Suggestions for Finding Calm in the Political Storm
by Ann Marie Love, Ph.D.
The following techniques maybe helpful when life gets too chaotic, especially during the “political storm,” also known as election season.
- Canceling Cable TV. My husband and I did this when our youngest went off to college. We were tired of the cost, the levels of violence in regular programming, and how often we were “settling” and watching or re-watching a tv show we didn’t enjoy. Consequently, we have heard no political ads! This will cut the ugliness out of your life, quickly. If that’s too far for you, turning off the tv more often will also reduce your stress.
- Limiting Exposure. Many people find that they can get all the news they need in one newspaper or one exposure to a news show per day. The newspaper is far less graphic, and for that reason particularly sensitive souls often prefer this method for catching up on the news. Taking a Media “Sabbath.” Sabbath, of course, means “to rest.” A friend of mine takes a break from email and Facebook once per week. She then uses her time to immerse herself in nature. It helps her find balance.
- Tonglen Meditation. This methodology helped me quickly and quite profoundly at a time when it felt there was nothing I could do to help. There is a short video on Youtube 7/24/2009 with Pema Chodron teaching the technique.
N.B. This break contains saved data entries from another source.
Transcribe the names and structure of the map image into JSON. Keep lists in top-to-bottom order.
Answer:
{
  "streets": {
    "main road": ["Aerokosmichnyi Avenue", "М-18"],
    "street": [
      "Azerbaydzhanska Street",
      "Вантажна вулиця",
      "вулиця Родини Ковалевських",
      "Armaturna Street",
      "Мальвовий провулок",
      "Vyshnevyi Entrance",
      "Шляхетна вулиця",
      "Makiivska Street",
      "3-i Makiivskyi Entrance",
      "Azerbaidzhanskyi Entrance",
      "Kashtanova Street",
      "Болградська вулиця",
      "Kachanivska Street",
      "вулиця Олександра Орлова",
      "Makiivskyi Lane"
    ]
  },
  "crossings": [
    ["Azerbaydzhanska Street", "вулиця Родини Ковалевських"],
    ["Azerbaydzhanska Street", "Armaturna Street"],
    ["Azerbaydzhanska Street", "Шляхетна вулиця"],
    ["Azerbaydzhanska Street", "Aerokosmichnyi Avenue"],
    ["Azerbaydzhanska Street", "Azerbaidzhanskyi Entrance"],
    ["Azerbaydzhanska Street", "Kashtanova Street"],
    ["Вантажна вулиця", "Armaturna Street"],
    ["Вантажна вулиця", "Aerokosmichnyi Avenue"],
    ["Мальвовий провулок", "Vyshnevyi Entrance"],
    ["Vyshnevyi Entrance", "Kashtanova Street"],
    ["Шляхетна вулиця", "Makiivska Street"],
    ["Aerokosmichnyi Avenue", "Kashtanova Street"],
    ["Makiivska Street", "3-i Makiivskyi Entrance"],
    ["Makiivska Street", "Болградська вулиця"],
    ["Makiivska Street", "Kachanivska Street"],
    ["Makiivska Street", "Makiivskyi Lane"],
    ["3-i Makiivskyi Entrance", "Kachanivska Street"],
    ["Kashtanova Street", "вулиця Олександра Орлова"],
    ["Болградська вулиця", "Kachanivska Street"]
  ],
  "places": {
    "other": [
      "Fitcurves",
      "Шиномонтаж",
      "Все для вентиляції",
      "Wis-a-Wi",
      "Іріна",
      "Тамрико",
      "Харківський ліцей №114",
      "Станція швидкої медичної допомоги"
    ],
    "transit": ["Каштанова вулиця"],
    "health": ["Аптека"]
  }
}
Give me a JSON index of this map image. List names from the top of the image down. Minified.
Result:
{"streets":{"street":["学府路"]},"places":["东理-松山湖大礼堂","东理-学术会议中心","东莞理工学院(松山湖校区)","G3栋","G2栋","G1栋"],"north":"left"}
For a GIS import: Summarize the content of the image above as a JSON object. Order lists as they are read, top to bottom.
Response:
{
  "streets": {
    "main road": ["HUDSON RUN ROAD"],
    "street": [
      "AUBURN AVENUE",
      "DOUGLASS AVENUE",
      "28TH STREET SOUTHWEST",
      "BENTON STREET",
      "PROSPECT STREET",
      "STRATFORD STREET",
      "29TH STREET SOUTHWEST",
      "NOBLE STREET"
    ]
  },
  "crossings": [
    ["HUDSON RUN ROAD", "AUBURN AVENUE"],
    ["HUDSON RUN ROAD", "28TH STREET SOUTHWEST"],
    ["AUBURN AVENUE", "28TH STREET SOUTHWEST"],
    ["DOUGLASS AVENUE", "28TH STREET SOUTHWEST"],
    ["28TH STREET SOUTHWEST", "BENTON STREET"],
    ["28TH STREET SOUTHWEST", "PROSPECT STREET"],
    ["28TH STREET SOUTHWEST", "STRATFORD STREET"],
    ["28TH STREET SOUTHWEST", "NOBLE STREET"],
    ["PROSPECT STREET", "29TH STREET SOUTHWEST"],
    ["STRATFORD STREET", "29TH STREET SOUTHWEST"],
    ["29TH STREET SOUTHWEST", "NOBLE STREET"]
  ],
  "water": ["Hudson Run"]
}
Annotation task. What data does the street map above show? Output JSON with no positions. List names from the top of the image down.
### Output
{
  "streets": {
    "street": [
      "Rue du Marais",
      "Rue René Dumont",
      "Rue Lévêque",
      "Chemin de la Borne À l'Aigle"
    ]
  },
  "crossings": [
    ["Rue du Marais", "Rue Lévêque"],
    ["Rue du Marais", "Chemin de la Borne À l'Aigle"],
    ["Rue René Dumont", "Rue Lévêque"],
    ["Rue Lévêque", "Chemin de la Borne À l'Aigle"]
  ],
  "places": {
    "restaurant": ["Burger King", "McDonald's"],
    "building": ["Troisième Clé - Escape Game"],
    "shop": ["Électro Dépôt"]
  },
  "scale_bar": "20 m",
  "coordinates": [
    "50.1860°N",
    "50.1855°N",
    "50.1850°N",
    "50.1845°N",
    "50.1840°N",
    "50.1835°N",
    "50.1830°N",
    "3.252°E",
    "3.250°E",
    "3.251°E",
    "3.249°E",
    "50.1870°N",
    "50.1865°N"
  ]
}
- Getting the Big Picture. Sometimes the maddening thing is how responsible we feel for everyone and everything around us. When I visited the Grand Canyon, I was reminded just how well this canyon had done, without my help, for millions of years. It made me feel like a very small part of a very small segment of time. I remember this when I consider letting something as insignificant as my hair put a crimp in my day—or anyone else’s!
- Emotional Freedom Tapping. Some people get great emotional and physical relief from tapping meridian points in a particular pattern. There are many free instructional videos at thetappingsolution.com.
- Humor. Listening to comedians, watching puppies in a pool for the first time, or reading Erma Bombeck columns—whatever makes you laugh will change your blood chemistry and make you feel better. It is not disrespectful to those who are suffering to take a break from the grief. Recharging and rebalancing yourself better allows you to be there for yourself and others.
- Crying. Crying creates a cleansing situation not entirely unlike a shower for the brain. Again, the brain chemistry changes, and you will release some frustration.
- Exercise. Research has shown that yoga and other non-aerobic exercise can also raise endorphin levels. This helps combat depression and keeps us healthier.
- Inspirational Reading. Whether it is Thich Nhat Hahn, the Bible or Winnie the Pooh, we all have someone who inspires us to be our best. Our subconscious mind is most amenable to paying attention and accepting a new message when we first awaken or right before bed.
- Spending time with people who share your passions, be they political, spiritual, artistic, etc.
- Physical Touch. Hug, be hugged, or book a massage. Our skin is our largest bodily organ, and it responds well to warmth and affection. There is scientific evidence that this also stokes our immune system to better ward off disease.
- Time with animals. Kalamazoo college, hospitals and nursing homes bring in kittens, puppies, or adult animals because cuddling them decreases stress and makes us feel more hopeful. If you cannot own an animal, you can volunteer at the local shelter to walk or socialize the animals.
Thank you for all of your efforts to be a positive force for change!